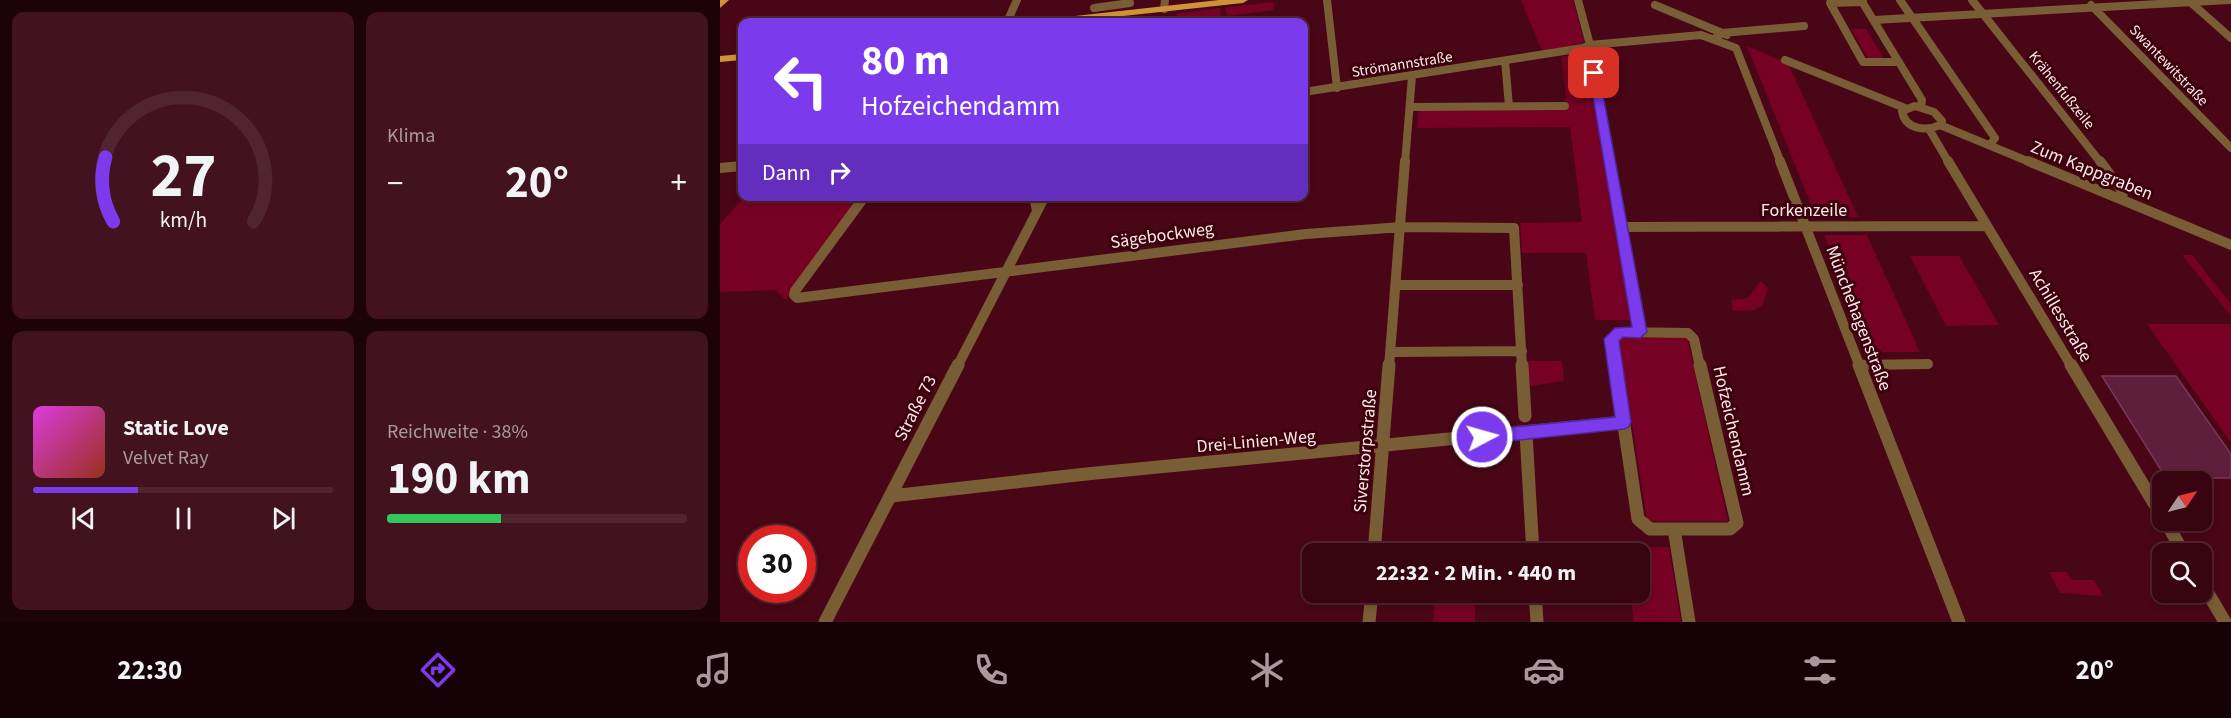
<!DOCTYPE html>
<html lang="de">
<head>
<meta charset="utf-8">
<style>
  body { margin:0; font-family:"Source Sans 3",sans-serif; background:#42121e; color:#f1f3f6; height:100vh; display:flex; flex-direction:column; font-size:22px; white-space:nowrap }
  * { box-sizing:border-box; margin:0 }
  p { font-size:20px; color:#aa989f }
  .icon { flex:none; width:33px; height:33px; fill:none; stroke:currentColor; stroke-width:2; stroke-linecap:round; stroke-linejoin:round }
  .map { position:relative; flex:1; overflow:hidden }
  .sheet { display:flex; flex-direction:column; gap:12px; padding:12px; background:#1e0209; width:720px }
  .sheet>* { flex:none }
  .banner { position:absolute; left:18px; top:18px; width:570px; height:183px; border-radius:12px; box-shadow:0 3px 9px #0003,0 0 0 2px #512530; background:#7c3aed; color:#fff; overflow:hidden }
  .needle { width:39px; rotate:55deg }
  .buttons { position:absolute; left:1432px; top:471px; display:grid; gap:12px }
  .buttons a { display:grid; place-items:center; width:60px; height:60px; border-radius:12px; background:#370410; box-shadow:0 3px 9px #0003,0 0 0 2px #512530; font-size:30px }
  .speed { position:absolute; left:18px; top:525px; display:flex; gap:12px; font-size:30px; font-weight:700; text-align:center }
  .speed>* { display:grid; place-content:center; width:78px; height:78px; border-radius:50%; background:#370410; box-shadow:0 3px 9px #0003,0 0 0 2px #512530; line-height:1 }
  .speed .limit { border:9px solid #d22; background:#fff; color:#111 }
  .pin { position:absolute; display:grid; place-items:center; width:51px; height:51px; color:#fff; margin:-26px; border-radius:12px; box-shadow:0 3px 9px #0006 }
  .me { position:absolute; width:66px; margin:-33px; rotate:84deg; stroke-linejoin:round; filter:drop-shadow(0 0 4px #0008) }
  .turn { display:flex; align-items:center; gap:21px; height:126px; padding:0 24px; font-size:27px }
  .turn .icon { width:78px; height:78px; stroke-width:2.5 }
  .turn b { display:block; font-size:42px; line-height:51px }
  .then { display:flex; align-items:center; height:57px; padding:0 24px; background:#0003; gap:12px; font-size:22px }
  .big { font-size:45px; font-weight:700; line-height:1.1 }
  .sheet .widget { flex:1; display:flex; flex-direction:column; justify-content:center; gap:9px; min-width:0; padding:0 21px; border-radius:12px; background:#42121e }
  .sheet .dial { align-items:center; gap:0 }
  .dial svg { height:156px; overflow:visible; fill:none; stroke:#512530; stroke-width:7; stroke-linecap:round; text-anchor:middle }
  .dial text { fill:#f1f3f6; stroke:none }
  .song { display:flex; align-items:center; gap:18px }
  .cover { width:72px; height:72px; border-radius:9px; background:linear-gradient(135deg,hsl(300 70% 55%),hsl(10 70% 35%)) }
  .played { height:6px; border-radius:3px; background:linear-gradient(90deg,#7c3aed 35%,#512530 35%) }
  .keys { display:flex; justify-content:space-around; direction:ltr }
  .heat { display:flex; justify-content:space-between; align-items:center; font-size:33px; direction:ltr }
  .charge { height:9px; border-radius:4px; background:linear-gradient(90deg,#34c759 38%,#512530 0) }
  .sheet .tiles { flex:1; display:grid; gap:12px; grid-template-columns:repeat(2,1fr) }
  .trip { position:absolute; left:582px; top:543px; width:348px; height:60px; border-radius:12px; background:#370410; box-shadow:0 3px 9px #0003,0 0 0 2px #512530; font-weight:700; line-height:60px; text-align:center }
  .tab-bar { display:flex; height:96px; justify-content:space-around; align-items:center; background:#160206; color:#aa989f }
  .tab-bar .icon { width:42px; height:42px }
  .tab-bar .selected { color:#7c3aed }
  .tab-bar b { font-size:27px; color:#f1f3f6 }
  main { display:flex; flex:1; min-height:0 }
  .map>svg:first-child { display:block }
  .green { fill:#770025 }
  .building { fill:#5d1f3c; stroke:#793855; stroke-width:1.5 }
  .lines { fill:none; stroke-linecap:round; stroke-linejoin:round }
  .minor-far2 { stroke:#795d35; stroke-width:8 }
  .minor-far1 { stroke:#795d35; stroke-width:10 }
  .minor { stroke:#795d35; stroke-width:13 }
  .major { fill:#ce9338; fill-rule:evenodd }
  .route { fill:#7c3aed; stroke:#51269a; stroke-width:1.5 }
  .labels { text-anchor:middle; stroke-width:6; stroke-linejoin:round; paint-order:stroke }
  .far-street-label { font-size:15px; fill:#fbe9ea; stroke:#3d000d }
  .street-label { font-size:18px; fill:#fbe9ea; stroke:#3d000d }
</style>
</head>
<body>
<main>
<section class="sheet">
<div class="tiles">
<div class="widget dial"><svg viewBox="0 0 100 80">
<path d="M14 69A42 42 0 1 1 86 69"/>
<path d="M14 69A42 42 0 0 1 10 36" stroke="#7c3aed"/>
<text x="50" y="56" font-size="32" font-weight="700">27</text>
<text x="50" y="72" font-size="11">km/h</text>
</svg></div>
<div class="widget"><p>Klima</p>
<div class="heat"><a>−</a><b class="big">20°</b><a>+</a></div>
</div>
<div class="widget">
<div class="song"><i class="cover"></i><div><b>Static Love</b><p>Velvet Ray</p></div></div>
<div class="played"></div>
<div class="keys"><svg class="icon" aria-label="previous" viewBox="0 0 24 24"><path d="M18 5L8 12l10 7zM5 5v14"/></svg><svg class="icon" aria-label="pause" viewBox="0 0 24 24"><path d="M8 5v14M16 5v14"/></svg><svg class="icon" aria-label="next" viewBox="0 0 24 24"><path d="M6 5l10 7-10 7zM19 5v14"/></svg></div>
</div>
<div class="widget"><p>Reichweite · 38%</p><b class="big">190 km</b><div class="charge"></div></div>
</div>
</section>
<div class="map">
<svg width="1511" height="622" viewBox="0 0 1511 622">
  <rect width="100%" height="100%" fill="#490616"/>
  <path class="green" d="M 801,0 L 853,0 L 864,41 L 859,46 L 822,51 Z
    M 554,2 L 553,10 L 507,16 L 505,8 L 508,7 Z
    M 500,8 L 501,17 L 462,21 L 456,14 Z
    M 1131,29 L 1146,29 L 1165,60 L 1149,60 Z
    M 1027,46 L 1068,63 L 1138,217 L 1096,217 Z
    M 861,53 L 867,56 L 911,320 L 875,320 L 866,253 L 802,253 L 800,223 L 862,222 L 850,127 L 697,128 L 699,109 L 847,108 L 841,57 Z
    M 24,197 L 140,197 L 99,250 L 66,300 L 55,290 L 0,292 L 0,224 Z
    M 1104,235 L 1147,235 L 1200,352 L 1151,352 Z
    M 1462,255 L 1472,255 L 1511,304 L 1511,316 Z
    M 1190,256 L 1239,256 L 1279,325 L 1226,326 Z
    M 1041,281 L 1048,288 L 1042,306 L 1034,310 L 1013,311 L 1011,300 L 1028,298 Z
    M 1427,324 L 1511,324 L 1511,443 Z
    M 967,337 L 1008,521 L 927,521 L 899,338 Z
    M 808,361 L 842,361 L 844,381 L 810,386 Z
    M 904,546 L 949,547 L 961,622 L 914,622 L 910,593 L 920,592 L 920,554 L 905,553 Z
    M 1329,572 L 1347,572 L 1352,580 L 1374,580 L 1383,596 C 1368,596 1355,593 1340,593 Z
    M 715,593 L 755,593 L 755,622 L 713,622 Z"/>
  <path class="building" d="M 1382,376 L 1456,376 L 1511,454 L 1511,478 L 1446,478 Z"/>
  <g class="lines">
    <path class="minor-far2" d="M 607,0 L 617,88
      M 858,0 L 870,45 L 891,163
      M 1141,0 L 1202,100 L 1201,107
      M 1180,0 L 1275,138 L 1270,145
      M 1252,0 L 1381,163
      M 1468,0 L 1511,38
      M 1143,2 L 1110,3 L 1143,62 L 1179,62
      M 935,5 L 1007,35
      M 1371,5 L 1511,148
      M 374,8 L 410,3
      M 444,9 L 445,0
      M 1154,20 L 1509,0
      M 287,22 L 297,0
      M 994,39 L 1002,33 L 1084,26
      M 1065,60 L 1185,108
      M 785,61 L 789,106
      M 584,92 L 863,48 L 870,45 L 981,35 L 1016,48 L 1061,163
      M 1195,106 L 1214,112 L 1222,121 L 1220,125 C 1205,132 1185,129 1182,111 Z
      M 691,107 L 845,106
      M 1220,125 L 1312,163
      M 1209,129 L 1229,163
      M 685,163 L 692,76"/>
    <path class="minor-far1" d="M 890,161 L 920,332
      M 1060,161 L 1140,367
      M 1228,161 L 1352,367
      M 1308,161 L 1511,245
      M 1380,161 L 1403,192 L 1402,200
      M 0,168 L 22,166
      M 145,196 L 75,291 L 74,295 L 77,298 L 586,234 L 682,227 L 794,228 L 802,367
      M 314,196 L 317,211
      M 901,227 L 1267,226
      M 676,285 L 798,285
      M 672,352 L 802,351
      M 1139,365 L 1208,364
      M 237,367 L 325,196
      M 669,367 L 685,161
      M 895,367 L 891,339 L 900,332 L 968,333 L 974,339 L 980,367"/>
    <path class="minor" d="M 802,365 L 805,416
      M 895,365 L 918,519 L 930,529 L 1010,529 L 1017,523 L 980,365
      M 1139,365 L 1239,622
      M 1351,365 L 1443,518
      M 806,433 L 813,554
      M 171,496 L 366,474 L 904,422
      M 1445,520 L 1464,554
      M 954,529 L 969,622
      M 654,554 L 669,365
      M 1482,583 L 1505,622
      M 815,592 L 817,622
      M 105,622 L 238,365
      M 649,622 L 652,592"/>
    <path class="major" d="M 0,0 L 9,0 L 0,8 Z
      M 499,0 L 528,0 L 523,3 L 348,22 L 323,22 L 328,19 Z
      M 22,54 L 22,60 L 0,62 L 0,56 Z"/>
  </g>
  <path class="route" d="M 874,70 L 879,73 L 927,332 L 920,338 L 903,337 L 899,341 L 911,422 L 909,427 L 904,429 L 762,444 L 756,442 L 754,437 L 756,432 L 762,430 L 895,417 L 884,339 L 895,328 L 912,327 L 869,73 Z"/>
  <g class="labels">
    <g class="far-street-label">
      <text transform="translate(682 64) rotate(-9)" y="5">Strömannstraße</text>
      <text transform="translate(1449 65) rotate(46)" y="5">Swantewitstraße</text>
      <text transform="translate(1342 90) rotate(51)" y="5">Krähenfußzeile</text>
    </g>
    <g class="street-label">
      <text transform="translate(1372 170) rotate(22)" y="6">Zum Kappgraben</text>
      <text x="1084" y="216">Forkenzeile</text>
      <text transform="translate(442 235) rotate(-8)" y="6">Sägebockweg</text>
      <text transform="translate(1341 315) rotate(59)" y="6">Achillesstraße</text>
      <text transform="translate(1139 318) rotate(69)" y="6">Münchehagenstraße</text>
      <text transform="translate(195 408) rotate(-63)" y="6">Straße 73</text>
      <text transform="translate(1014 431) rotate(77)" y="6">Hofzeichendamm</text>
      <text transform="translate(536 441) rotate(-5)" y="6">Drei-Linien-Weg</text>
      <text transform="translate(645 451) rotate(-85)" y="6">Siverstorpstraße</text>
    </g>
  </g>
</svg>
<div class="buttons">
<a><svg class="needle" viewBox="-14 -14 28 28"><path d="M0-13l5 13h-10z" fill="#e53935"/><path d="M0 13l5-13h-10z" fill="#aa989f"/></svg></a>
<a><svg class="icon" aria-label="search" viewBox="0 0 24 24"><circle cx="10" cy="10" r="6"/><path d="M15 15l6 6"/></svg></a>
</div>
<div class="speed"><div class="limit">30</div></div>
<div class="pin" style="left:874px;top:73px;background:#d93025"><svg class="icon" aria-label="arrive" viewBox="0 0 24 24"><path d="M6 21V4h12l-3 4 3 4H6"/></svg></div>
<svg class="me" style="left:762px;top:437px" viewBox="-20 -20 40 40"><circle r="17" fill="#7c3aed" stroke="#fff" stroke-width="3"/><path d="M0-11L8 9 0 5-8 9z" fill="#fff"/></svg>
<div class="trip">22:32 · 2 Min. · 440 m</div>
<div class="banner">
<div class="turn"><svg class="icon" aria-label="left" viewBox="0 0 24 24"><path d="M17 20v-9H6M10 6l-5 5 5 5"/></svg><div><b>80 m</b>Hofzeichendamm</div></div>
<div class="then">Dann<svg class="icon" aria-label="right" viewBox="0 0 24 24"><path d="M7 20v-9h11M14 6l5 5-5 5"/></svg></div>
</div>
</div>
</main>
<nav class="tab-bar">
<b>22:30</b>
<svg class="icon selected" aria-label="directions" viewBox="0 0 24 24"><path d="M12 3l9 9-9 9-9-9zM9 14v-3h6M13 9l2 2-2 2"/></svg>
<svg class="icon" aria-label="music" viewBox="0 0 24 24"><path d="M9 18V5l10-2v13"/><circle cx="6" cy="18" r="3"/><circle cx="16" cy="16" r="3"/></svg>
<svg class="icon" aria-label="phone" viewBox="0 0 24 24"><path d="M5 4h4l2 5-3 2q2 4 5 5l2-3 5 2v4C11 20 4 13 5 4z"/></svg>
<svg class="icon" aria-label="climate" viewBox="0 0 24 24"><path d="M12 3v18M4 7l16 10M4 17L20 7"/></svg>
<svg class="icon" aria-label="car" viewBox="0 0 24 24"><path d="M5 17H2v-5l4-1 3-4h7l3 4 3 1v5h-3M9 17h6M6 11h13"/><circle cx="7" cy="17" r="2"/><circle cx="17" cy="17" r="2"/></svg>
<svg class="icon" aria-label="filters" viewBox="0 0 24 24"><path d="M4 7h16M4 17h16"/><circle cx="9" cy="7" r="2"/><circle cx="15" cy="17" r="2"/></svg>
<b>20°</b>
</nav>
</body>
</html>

§ Task directions
Exact lines only, please. Repeat everything from the top of the records through the line containing "position:absolute; left:18px; top:525px;", both ends in and pictures out.

§ Task answer
<!DOCTYPE html>
<html lang="de">
<head>
<meta charset="utf-8">
<style>
  body { margin:0; font-family:"Source Sans 3",sans-serif; background:#42121e; color:#f1f3f6; height:100vh; display:flex; flex-direction:column; font-size:22px; white-space:nowrap }
  * { box-sizing:border-box; margin:0 }
  p { font-size:20px; color:#aa989f }
  .icon { flex:none; width:33px; height:33px; fill:none; stroke:currentColor; stroke-width:2; stroke-linecap:round; stroke-linejoin:round }
  .map { position:relative; flex:1; overflow:hidden }
  .sheet { display:flex; flex-direction:column; gap:12px; padding:12px; background:#1e0209; width:720px }
  .sheet>* { flex:none }
  .banner { position:absolute; left:18px; top:18px; width:570px; height:183px; border-radius:12px; box-shadow:0 3px 9px #0003,0 0 0 2px #512530; background:#7c3aed; color:#fff; overflow:hidden }
  .needle { width:39px; rotate:55deg }
  .buttons { position:absolute; left:1432px; top:471px; display:grid; gap:12px }
  .buttons a { display:grid; place-items:center; width:60px; height:60px; border-radius:12px; background:#370410; box-shadow:0 3px 9px #0003,0 0 0 2px #512530; font-size:30px }
  .speed { position:absolute; left:18px; top:525px; display:flex; gap:12px; font-size:30px; font-weight:700; text-align:center }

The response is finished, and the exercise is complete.